▶ [Activity]: Go over the data and keep only the lines that include "function".

[Data entries]
- - -

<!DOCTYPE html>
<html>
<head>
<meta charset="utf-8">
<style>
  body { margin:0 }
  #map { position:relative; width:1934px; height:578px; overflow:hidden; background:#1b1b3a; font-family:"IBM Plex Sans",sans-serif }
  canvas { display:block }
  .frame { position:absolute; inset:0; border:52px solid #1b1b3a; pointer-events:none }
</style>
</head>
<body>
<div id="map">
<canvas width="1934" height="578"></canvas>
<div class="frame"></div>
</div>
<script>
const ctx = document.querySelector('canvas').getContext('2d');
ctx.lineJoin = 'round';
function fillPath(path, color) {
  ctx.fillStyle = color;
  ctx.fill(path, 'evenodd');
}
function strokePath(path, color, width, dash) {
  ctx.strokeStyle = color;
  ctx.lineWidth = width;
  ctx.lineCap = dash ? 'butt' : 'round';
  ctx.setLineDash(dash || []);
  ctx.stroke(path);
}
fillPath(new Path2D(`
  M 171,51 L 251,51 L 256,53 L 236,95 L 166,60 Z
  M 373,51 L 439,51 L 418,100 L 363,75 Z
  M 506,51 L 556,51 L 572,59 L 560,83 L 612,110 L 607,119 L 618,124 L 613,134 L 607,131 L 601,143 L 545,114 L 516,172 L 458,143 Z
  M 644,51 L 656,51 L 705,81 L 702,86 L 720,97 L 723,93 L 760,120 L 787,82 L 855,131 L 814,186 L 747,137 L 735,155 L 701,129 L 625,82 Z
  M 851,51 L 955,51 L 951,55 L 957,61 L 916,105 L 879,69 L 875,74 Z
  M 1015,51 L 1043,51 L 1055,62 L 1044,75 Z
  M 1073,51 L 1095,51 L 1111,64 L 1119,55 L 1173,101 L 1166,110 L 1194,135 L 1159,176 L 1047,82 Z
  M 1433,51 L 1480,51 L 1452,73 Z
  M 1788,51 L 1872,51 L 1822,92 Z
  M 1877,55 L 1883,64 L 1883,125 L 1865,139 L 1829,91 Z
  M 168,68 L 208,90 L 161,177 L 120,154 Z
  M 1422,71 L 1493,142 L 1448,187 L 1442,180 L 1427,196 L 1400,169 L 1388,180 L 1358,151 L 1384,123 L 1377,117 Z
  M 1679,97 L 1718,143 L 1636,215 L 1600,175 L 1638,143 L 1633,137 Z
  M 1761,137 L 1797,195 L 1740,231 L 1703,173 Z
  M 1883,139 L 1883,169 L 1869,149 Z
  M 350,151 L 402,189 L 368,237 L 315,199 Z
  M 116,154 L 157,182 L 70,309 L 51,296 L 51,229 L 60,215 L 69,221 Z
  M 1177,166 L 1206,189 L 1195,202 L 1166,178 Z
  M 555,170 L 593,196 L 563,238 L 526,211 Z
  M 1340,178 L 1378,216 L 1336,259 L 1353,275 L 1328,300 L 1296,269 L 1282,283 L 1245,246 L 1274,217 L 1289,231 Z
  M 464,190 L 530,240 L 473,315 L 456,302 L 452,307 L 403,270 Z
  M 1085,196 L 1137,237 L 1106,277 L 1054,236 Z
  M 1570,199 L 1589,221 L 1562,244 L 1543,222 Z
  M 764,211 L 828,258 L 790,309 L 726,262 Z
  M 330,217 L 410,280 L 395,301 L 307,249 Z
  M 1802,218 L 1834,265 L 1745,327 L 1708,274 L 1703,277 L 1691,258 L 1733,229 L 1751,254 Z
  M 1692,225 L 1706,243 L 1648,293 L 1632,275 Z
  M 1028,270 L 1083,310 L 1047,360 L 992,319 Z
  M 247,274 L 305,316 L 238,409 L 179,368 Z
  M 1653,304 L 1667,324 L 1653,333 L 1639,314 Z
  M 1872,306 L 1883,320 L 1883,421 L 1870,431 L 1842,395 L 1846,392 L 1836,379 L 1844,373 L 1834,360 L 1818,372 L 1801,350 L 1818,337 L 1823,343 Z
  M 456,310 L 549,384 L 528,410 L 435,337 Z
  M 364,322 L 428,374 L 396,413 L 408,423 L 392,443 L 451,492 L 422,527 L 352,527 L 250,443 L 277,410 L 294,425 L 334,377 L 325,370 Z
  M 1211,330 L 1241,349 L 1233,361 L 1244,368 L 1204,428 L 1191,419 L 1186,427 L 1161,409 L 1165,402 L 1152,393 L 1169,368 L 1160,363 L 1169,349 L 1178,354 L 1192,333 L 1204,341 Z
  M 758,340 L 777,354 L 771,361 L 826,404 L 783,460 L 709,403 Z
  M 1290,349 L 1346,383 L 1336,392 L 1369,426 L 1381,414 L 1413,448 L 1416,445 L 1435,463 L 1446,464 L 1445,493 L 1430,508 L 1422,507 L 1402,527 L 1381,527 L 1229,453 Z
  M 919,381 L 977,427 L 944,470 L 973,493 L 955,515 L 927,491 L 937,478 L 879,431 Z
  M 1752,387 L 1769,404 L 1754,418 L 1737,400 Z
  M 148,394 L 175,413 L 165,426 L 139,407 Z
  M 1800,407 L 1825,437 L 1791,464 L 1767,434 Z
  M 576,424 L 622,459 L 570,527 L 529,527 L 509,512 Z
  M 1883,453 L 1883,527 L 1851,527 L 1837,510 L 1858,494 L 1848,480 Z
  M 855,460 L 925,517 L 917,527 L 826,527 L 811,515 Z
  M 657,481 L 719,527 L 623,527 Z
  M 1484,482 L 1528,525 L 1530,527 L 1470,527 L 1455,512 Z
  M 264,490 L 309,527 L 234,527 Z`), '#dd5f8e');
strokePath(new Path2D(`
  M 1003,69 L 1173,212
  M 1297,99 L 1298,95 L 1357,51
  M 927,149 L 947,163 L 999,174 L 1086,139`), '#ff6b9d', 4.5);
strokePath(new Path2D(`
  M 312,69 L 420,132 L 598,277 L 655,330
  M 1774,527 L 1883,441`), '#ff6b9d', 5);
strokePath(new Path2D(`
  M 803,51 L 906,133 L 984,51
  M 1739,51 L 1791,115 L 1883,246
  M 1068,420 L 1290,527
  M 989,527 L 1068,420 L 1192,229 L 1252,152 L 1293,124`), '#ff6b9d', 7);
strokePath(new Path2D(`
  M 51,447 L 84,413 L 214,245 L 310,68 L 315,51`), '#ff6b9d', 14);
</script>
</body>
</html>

- - -

▶ [Response box]:
function fillPath(path, color) {
function strokePath(path, color, width, dash) {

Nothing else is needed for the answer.